Directions for this task
An exact copy of the lines from the top of the data through the line with "position:absolute; left:24px; top:24px;" is what you should give, with no pictures in it.

Dataset entries
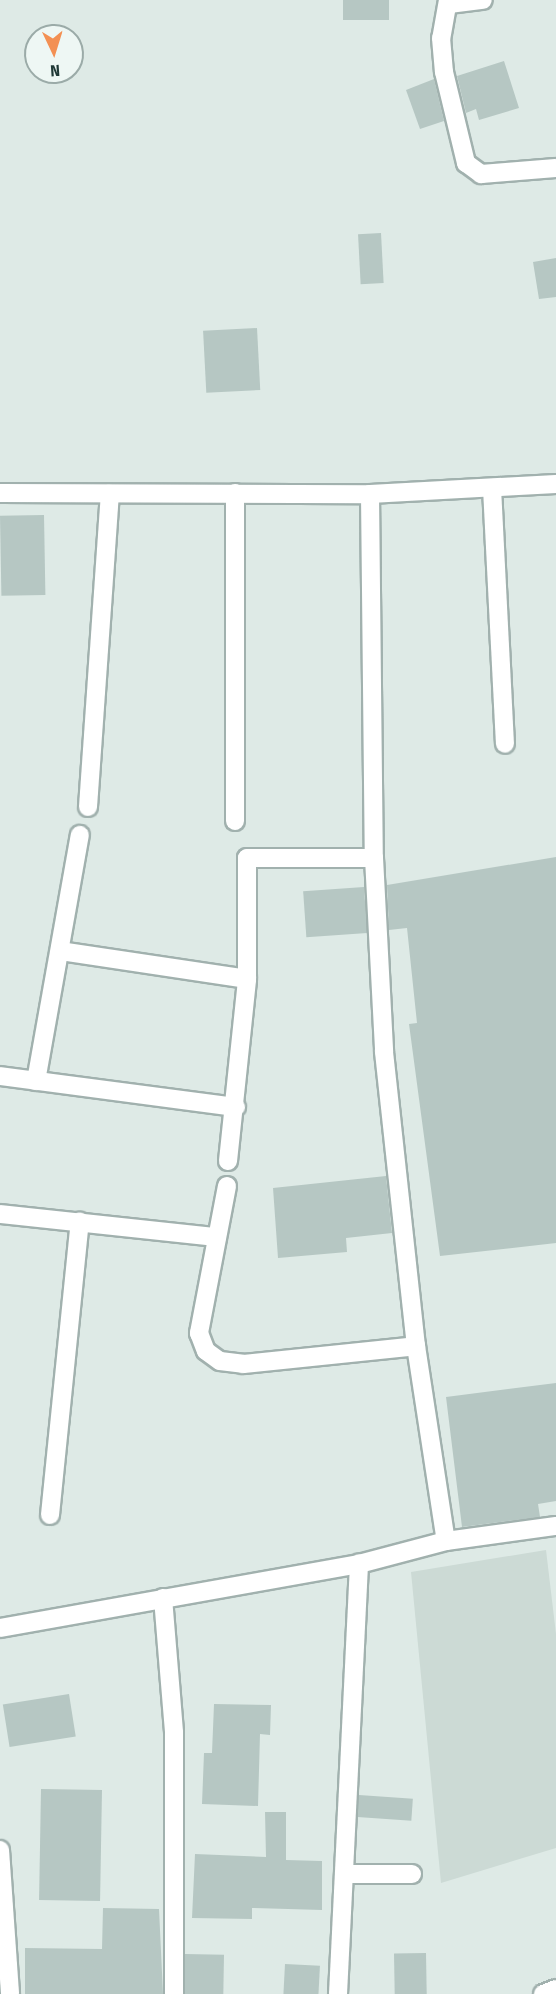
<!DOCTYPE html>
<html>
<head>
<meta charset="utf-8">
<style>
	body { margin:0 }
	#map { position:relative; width:556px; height:1994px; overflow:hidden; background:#deeae6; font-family:"Fira Sans Condensed",sans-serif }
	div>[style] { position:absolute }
	.built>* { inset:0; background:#ccdad5 }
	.building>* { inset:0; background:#b6c7c3; transform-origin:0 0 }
	.roads { filter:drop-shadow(2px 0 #a1b1ae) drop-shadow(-2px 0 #a1b1ae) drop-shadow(0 2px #a1b1ae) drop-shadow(0 -2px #a1b1ae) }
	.street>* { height:18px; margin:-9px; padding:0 9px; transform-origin:9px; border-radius:9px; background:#fff }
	span { translate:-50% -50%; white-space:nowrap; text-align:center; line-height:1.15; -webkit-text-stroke:6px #eef7f4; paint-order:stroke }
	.north { position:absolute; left:24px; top:24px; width:60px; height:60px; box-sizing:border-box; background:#eef7f4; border:2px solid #9baba8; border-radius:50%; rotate:176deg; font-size:16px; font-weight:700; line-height:24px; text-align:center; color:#1f3936 }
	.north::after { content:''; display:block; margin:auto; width:21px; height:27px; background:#f39053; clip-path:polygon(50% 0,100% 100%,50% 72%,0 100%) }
</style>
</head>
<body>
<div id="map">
	<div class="built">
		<i style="clip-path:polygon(546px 1550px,556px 1634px,556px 1848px,441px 1883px,411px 1572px)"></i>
	</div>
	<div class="building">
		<i style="left:343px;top:0;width:46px;height:20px"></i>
		<i style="clip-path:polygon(504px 61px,519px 108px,479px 120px,476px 109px,466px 113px,457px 76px)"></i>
		<i style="clip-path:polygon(434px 79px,444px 121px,420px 129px,406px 90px)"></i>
		<i style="left:381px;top:233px;width:50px;height:23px;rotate:87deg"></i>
		<i style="clip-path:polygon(556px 258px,556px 297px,539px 299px,533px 262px)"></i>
		<i style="left:257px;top:328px;width:62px;height:54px;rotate:87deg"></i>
		<i style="left:44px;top:515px;width:80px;height:44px;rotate:89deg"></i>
		<i style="clip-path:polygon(556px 857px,556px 1243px,440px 1256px,409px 1024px,417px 1023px,407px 928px,389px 930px,387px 885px)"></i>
		<i style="left:364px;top:887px;width:46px;height:61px;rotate:86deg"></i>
		<i style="clip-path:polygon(386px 1176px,392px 1233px,346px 1238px,347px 1252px,278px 1258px,273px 1188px)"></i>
		<i style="clip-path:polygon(556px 1383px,556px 1501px,538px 1504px,540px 1517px,462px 1527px,446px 1397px)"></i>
		<i style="left:69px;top:1694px;width:43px;height:67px;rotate:81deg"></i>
		<i style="clip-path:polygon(214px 1704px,271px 1705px,270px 1735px,260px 1734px,258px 1806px,202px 1804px,204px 1753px,212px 1753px)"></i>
		<i style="left:41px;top:1789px;width:61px;height:111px;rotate:1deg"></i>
		<i style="left:359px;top:1795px;width:54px;height:22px;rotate:4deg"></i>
		<i style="clip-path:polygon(265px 1812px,286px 1812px,286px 1860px,322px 1861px,322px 1910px,252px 1908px,252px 1919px,192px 1918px,195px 1854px,266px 1857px)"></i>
		<i style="clip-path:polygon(103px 1908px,159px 1909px,163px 1994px,25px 1994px,25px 1948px,102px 1949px)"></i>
		<i style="left:426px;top:1953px;width:41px;height:32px;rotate:89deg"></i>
		<i style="left:185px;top:1954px;width:39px;height:40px;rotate:1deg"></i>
		<i style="left:285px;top:1964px;width:35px;height:30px;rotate:3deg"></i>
	</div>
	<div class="roads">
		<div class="street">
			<i style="left:448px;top:0;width:39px;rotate:100deg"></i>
			<i style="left:441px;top:38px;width:34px;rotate:85deg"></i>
			<i style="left:444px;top:72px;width:94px;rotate:76.4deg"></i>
			<i style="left:466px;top:163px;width:19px;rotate:36deg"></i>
			<i style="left:481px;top:174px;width:75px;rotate:-4.6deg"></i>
			<i style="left:449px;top:4px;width:34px;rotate:-7deg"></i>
			<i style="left:492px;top:488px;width:256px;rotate:87.1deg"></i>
			<i style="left:0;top:493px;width:370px;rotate:0.2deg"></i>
			<i style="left:370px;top:494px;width:186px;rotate:-3.1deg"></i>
			<i style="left:235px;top:493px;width:328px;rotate:90deg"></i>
			<i style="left:370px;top:494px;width:364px;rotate:89.4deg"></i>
			<i style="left:374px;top:858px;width:194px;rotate:87deg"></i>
			<i style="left:384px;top:1052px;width:296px;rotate:83.8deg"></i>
			<i style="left:416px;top:1346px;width:197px;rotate:81.3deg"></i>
			<i style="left:88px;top:807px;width:314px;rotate:-86deg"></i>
			<i style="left:60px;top:951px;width:189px;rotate:8.5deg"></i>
			<i style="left:0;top:1076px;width:238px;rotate:7.5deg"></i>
			<i style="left:36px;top:1081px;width:250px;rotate:-79.9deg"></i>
			<i style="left:228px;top:1161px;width:183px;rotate:-84deg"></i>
			<i style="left:247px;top:979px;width:121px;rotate:-90deg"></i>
			<i style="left:247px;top:858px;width:127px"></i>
			<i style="left:227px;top:1186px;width:150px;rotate:100.8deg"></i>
			<i style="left:199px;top:1333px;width:19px;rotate:69deg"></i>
			<i style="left:206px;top:1351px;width:17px;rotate:36deg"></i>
			<i style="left:220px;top:1361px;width:23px;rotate:7deg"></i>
			<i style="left:243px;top:1364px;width:174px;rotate:-5.9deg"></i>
			<i style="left:0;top:1214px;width:218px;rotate:6.1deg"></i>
			<i style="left:50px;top:1515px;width:295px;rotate:-84.2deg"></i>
			<i style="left:163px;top:1598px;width:135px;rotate:85.3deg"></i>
			<i style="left:174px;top:1733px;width:261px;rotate:90deg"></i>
			<i style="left:0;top:1628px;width:365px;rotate:-10.1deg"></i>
			<i style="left:359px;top:1564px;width:90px;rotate:-14.8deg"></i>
			<i style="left:446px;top:1541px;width:111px;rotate:-7.8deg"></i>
			<i style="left:0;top:1850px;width:144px;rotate:86deg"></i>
			<i style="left:344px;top:1874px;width:68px"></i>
			<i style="left:338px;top:1994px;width:431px;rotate:-87.2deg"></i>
			<i style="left:543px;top:1994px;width:14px;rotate:-21deg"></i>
		</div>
	</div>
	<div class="north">N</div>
</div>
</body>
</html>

Finished task
<!DOCTYPE html>
<html>
<head>
<meta charset="utf-8">
<style>
	body { margin:0 }
	#map { position:relative; width:556px; height:1994px; overflow:hidden; background:#deeae6; font-family:"Fira Sans Condensed",sans-serif }
	div>[style] { position:absolute }
	.built>* { inset:0; background:#ccdad5 }
	.building>* { inset:0; background:#b6c7c3; transform-origin:0 0 }
	.roads { filter:drop-shadow(2px 0 #a1b1ae) drop-shadow(-2px 0 #a1b1ae) drop-shadow(0 2px #a1b1ae) drop-shadow(0 -2px #a1b1ae) }
	.street>* { height:18px; margin:-9px; padding:0 9px; transform-origin:9px; border-radius:9px; background:#fff }
	span { translate:-50% -50%; white-space:nowrap; text-align:center; line-height:1.15; -webkit-text-stroke:6px #eef7f4; paint-order:stroke }
	.north { position:absolute; left:24px; top:24px; width:60px; height:60px; box-sizing:border-box; background:#eef7f4; border:2px solid #9baba8; border-radius:50%; rotate:176deg; font-size:16px; font-weight:700; line-height:24px; text-align:center; color:#1f3936 }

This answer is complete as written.